El progreso hará de estos oficios un destino especial, y la mujer del porvenir, radiosa mitad humana que entrará en los mundos de la ciencia y del arte, con representación propia, no será necesario, para que la respeten y la estimen los suyos que planche, que cosa, ni que friegue.

Ved ahora esos cuartos alcobas cuyo mueblaje es igual al de los otros del lado derecho de la casa.

Cuando determinéis qué familia ha de habitar la casa, podréis elegir unos u otros, para los criados.

–¡Para los criados, papá! Pues si están igualmente amueblados que los otros, ¿cómo han de ser para los criados?

–Hijos míos –dijo el padre con acento solemne– nuestros criados no deben diferenciarse de nosotros sino en dos cosas: en la sabiduría y en la pobreza; fuera de estas desigualdades que les ofrece la suerte, al nacer en familias pobres e ignorantes, son exactamente iguales a nosotros, ¿por qué han de tener sus habitaciones inferiores a las nuestras? Ellos, como nosotros, o tal vez más, por causa de sus oficios, necesitan limpieza, aire y luz; si sus anteriores costumbres no les hicieron sentir estas necesidades de todos los organismos humanos en plena salud, al hospedarlos en nuestras casas debemos hacer que lleguen a sentirlas; nuestra primera obligación de sabios y de ricos, relativamente a ellos, que son ignorantes y pobres, es hacerlos ricos y sabios, en la medida de nuestras fuerzas; los servicios para los cuales ajustamos no implican que hemos de dejarlos sistemática y continuamente en su ignorancia y su pobreza; los amos, hijos míos, no pueden serlo, sino a condición de servir de Providencia a sus criados; este es el único medio de que, no sólo nos sirvan según razón y conforme el ajuste que con ellos estipulemos, sino el medio de que nos amen según la dignidad y justicia que vean en nosotros.

Además, mis queridos hijos, los criados están llamados a desaparecer del seno de las familias…

–¿Y lo tendremos que hacer todo nosotros mismos? –interrumpió con asombro la niña.

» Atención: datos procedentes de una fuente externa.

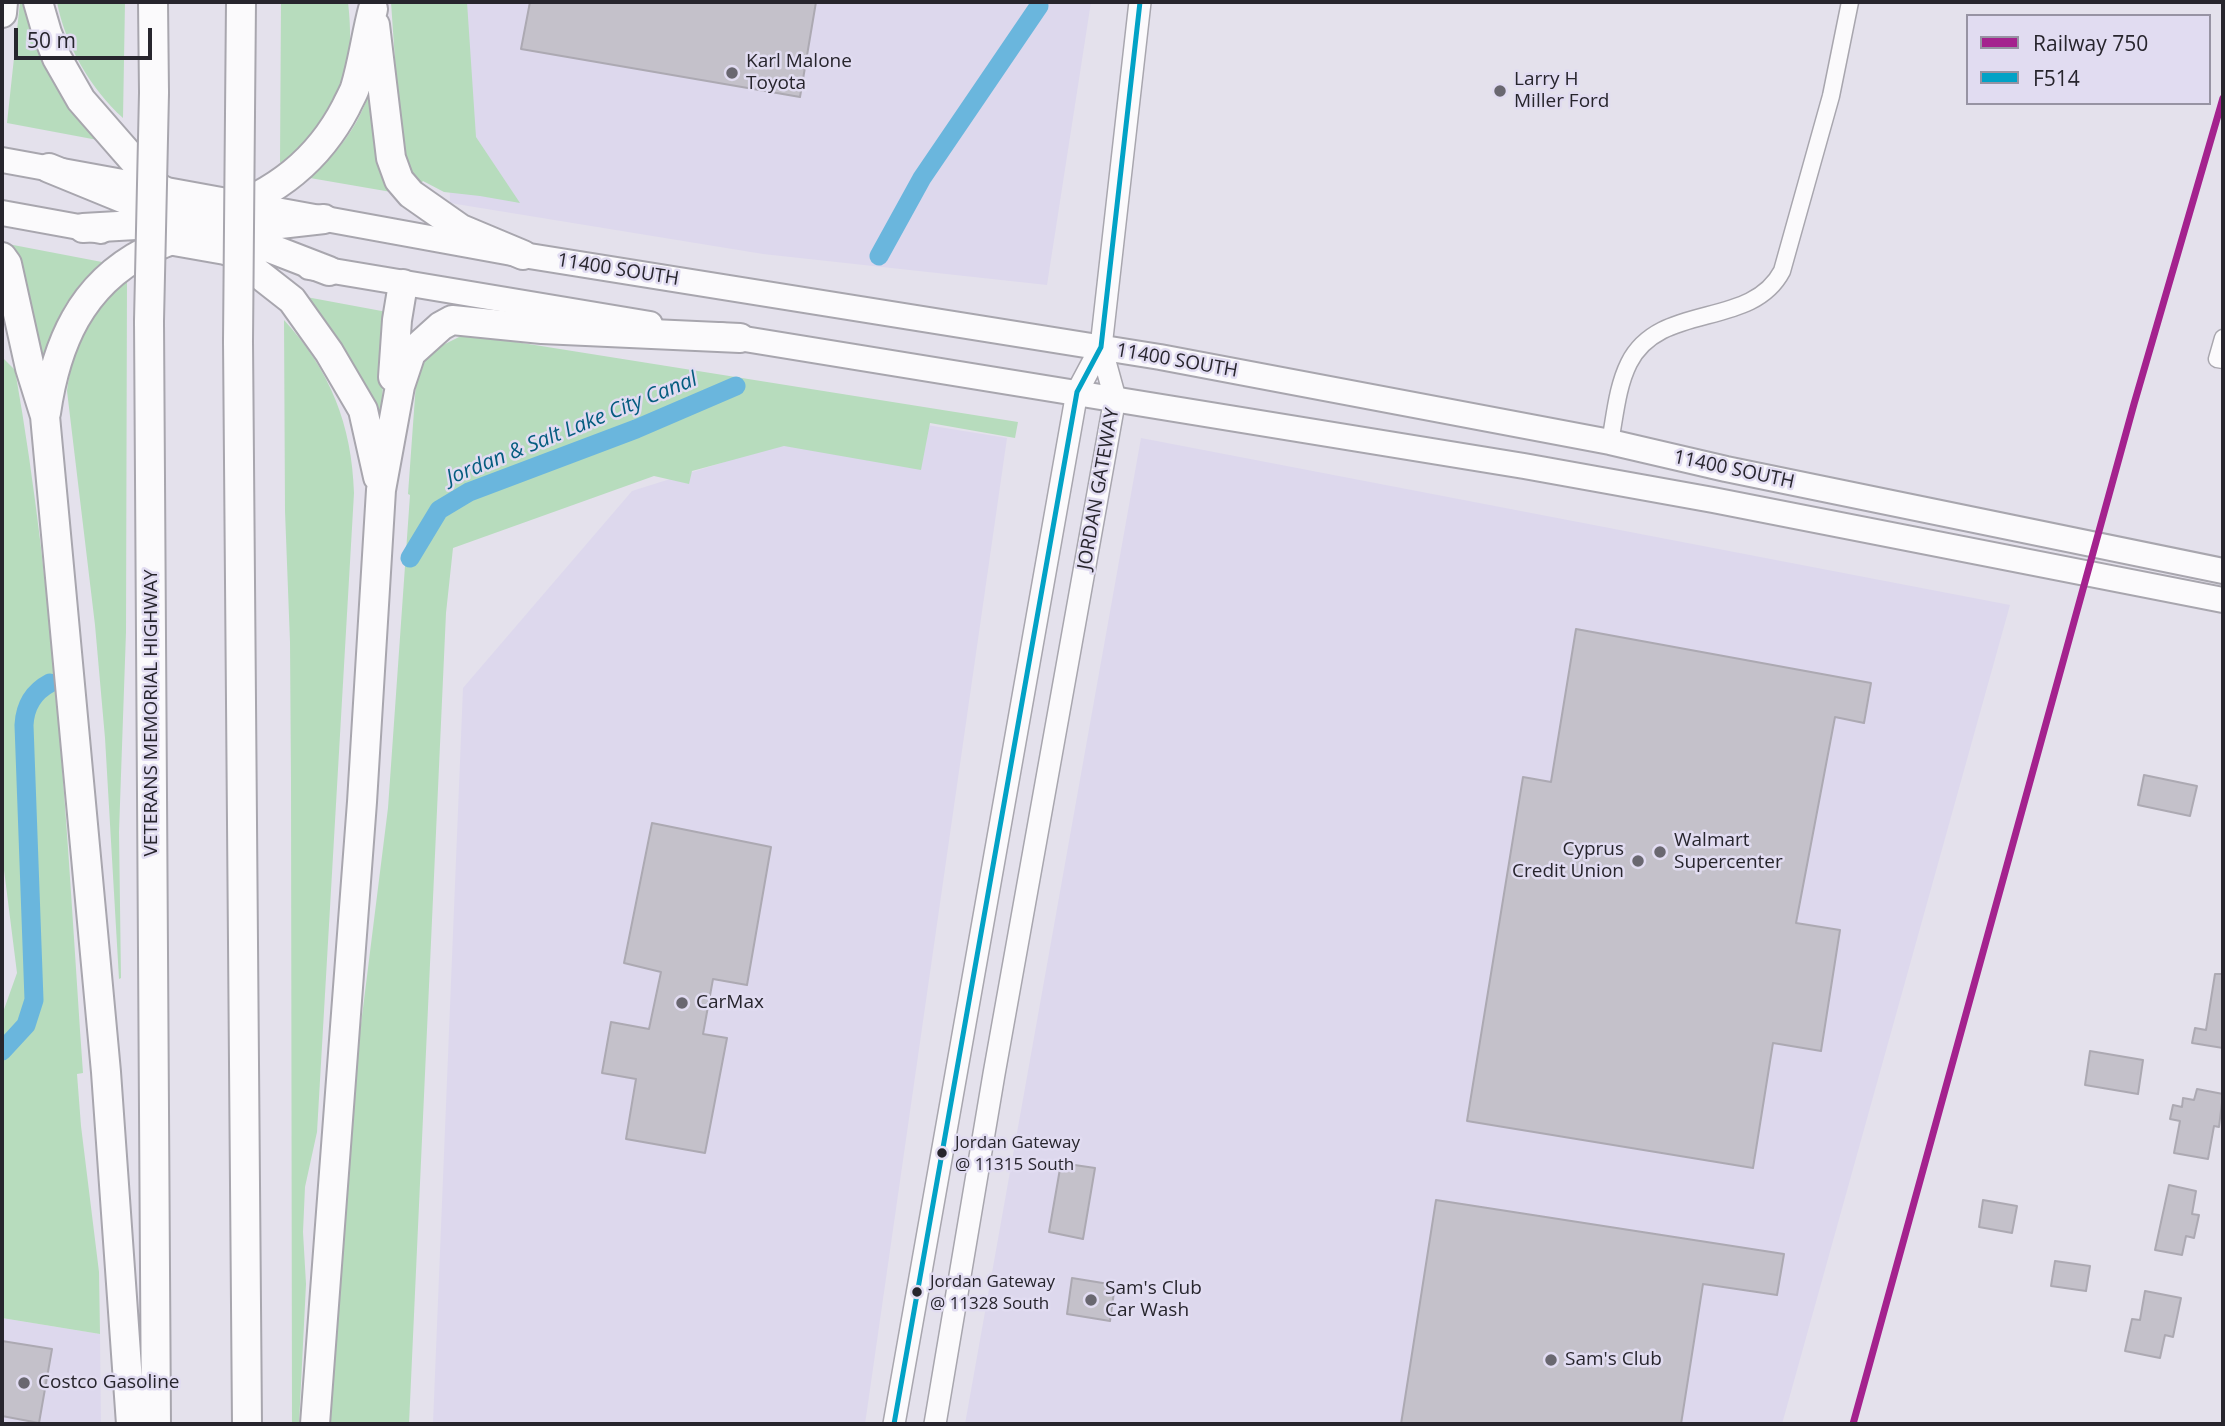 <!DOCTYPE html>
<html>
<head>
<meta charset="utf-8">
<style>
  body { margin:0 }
  #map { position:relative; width:2225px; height:1426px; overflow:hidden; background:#e4e1ec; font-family:"Open Sans",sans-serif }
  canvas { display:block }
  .frame { position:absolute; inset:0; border:4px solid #27252d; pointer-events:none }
  .legend { position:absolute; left:1966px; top:14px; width:245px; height:91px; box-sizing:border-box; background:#e1dcf1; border:2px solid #9793a3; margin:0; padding:9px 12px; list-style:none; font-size:21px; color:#27252d }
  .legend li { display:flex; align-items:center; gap:14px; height:35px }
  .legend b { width:35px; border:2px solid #9793a3 }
  .scale { position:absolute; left:14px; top:28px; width:138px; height:32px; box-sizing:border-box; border:4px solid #27252d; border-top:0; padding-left:9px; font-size:21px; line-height:24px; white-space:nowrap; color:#27252d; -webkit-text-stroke:5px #e1dcf1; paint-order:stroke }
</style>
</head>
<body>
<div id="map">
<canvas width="2225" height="1426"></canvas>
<div class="frame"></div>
<ul class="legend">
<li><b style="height:9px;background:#a4228e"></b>Railway 750</li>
<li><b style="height:9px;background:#02a2c6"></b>F514</li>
</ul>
<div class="scale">50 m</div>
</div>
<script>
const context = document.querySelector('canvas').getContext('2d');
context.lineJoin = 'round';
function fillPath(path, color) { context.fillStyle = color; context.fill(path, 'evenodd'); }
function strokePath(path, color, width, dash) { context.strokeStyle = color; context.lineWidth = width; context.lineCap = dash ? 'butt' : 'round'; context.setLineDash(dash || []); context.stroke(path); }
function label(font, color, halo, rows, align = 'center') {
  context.font = font + ' "Open Sans",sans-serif'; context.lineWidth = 5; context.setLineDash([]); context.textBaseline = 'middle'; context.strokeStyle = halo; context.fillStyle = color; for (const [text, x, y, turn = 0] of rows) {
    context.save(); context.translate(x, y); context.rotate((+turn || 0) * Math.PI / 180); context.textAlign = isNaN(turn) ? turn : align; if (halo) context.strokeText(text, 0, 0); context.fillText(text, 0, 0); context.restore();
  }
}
const built = new Path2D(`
  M 447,2 L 1091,2 L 1047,285 L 763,254 L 450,203 Z
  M 871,416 L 1007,438 L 865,1424 L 433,1423 L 463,688 L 632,491 Z
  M 1141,438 L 2010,605 L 1782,1424 L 965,1424 Z
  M 2,1318 L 100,1334 L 101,1424 L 2,1424 Z`);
const green = new Path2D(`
  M 20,2 L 27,2 L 103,141 L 7,123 Z
  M 57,2 L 125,2 L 123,118 C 91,89 65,45 57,2 Z
  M 281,2 L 348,2 C 350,20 351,38 349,57 C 348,76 330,117 318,132 C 308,144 293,155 280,163 Z
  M 391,2 L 467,2 L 476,137 L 520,203 L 480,196 L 444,192 L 423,181 L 420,184 L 409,170 L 401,148 Z
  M 373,81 L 397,193 L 310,178 C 341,150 362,121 373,81 Z
  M 8,244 L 102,262 C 69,291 51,324 42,367 L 17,258 Z
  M 127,279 L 126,632 L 119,832 L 121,978 L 119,979 L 105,738 L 95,625 L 67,391 C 73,346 91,308 127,279 Z
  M 301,296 L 387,312 L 380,437 L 348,357 L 335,335 Z
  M 284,320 C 330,370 352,425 354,493 L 317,1132 L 305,1187 L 303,1232 L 306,1284 L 299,1424 L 292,1424 L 291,781 L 290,642 L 285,511 Z
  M 472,335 L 1018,422 L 1015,438 L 930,423 L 921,470 L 784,446 L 692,471 L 689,484 L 654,476 L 453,548 L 446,613 L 409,1424 L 330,1424 L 349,1120 L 388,808 L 410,495 L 408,494 L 416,383 L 423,357 L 433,345 L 439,347 L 459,337 Z
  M 2,357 L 15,370 C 56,602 67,838 83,1073 L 77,1074 L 81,1126 L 99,1272 L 100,1334 L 2,1318 L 2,1015 L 17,973 L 2,854 Z`);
const canal = new Path2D(`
  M 879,256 L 922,178 L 1039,6
  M 410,558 L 439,510 L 469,492 L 636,429 L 736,386
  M 2,1051 L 26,1025 L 34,1000 L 24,725 C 25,706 33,692 50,683`);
const building = new Path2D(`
  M 530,2 L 816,2 L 800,97 L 521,49 Z
  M 1576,629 L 1871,683 L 1864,723 L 1835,717 L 1796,923 L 1840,930 L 1821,1051 L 1773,1043 L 1753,1168 L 1467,1121 L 1523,777 L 1551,782 Z
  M 2144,775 L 2197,786 L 2190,816 L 2138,805 Z
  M 652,823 L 771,847 L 747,985 L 713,979 L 703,1034 L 727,1038 L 705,1153 L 626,1139 L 636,1079 L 602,1073 L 611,1022 L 649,1029 L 661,972 L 624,963 Z
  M 2215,974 L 2223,974 L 2223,1048 L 2192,1043 L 2195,1028 L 2206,1030 Z
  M 2090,1051 L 2143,1060 L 2138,1094 L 2085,1085 Z
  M 2197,1089 L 2223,1094 L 2219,1127 L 2214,1126 L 2208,1159 L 2174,1153 L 2180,1121 L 2170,1119 L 2173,1105 L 2182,1107 L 2183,1098 L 2194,1100 Z
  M 1061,1163 L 1095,1168 L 1083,1239 L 1049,1232 Z
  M 2169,1185 L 2196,1191 L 2192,1214 L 2199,1215 L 2194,1238 L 2186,1236 L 2182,1255 L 2155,1250 Z
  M 1436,1200 L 1784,1254 L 1777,1295 L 1703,1284 L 1681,1424 L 1401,1424 Z
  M 1983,1200 L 2017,1206 L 2012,1233 L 1979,1227 Z
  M 2055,1261 L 2090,1266 L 2086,1291 L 2051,1286 Z
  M 1072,1278 L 1115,1285 L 1110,1321 L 1067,1314 Z
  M 2145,1291 L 2181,1298 L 2173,1337 L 2165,1335 L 2160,1358 L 2125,1351 L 2132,1319 L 2140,1320 Z
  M 2,1341 L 52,1349 L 39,1423 L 2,1416 Z`);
const street = new Path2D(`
  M 2223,338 L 2217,359 L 2223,360
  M 1610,442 C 1615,416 1617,387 1629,363 C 1660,301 1751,330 1782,271 L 1831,96 L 1850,2`);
const secondary = new Path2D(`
  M 894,1424 L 1077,392 L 1101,347
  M 935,1424 L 994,1074 L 1115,398 L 1101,347 L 1140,2`);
const primary = new Path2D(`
  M 2,160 L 523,255 L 1160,357 L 1610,442 L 1726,469 L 2223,571
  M 2,213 L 101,231
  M 151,239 L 225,252
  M 309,267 L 650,324
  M 720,335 L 1524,466 L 1713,500 L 2223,600`);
const highway = new Path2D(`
  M 38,2 L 47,33 L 57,58 L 81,100 L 156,186 L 223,230 L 329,271
  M 153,2 L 154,93
  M 2,13 L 3,2
  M 375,25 L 391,158 L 399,180 L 411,194 L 461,229 L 523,255
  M 240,114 L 241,2
  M 49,168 L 181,222 L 232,253 L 292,300 L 329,352 L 363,410 L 378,477
  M 218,213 C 275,194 318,161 346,107 C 349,100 353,94 355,88 C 363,62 366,35 373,9
  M 83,228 L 171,223
  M 227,230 L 324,219
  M 2,257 L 7,264 L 30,368 L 45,416 L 106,1072 L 131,1424
  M 149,321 L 156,1424
  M 238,341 L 247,1424
  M 393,377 L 397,320 L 403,284
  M 46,413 C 56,344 81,285 145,252 C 154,248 162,243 170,241
  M 315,1424 L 362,802 L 381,490 L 400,386 L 411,353 L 441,326 L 452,320 L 542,329 L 740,338`);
const highwayBridge = new Path2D(`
  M 149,321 L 154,93
  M 238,341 L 240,114`);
const bus1 = new Path2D(`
  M 894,1424 L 1077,392 L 1101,347 L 1140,2`);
const rail1 = new Path2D(`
  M 1853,1424 L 2134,404 L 2223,98`);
const markers = [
  [732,73,7,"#696770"],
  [1500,91,7,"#696770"],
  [1660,852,7,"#696770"],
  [1638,861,7,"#696770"],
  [682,1003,7,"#696770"],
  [942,1153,6,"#27252d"],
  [917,1292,6,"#27252d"],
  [1091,1300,7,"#696770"],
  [1551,1360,7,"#696770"],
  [24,1383,7,"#696770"]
];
const busNames = [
  ["Jordan Gateway",955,1143],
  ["@ 11315 South",955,1165],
  ["Jordan Gateway",930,1282],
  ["@ 11328 South",930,1304]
];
const poiNames = [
  ["Karl Malone",746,62],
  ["Toyota",746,84],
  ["Larry H",1514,80],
  ["Miller Ford",1514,102],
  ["Walmart",1674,841],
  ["Supercenter",1674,863],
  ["Cyprus",1624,850,"right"],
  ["Credit Union",1624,872,"right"],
  ["CarMax",696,1003],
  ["Sam's Club",1105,1289],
  ["Car Wash",1105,1311],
  ["Sam's Club",1565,1360],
  ["Costco Gasoline",38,1383]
];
const streetNames = [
  ["11400 SOUTH",618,270,9],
  ["11400 SOUTH",1177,361,10],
  ["11400 SOUTH",1734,470,12],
  ["JORDAN GATEWAY",1099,489,-80],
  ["VETERANS MEMORIAL HIGHWAY",152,713,-90]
];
const waterNames = [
  ["Jordan & Salt Lake City Canal",572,429,-22]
];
fillPath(built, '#ddd8ed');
fillPath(green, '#b7dcbd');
strokePath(canal, '#6ab6dd', 19);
fillPath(building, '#c4c1ca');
strokePath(building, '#aca9b2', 2);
strokePath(street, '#a8a6ae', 19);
strokePath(secondary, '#a8a6ae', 24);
strokePath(primary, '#a8a6ae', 28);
strokePath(highway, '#a8a6ae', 32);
strokePath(street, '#fbfafc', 16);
strokePath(secondary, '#fbfafc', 21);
strokePath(primary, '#fbfafc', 24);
strokePath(highway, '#fbfafc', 28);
strokePath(highwayBridge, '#a8a6ae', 32, []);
strokePath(highwayBridge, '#fbfafc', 28);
strokePath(bus1, '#02a2c6', 5);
strokePath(rail1, '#a4228e', 7);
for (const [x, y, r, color] of markers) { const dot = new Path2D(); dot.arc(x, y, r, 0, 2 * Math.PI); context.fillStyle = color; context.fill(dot); strokePath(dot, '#e1dcf1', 2.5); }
label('17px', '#27252d', '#e1dcf1', busNames, 'left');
label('19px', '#27252d', '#e1dcf1', poiNames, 'left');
label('19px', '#27252d', '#e1dcf1', streetNames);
label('italic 21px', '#045c7f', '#e1dcf1', waterNames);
</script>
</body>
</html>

–En efecto, así será; la civilización en su marcha ascendente de progresos nos prepara grandes sorpresas, y no temo aseguraros que, en su porvenir, no muy remoto, este resto de esclavitud disimulada, llamada servidumbre, que pesa sobre el pueblo, desaparecerá radicalmente; ínterin, si hacéis vivir criados en vuestra casa, no les neguéis ninguna de las satisfacciones físicas que disfrutéis vosotros; que la diferencia entre amos y criados exista en la elevación del espíritu, de la inteligencia y de las virtudes, pero que no estribe nunca en la negrura de sus cuartos de dormir, en la suciedad o miseria de su ajuar, ni en la escasez o mala calidad de sus comidas.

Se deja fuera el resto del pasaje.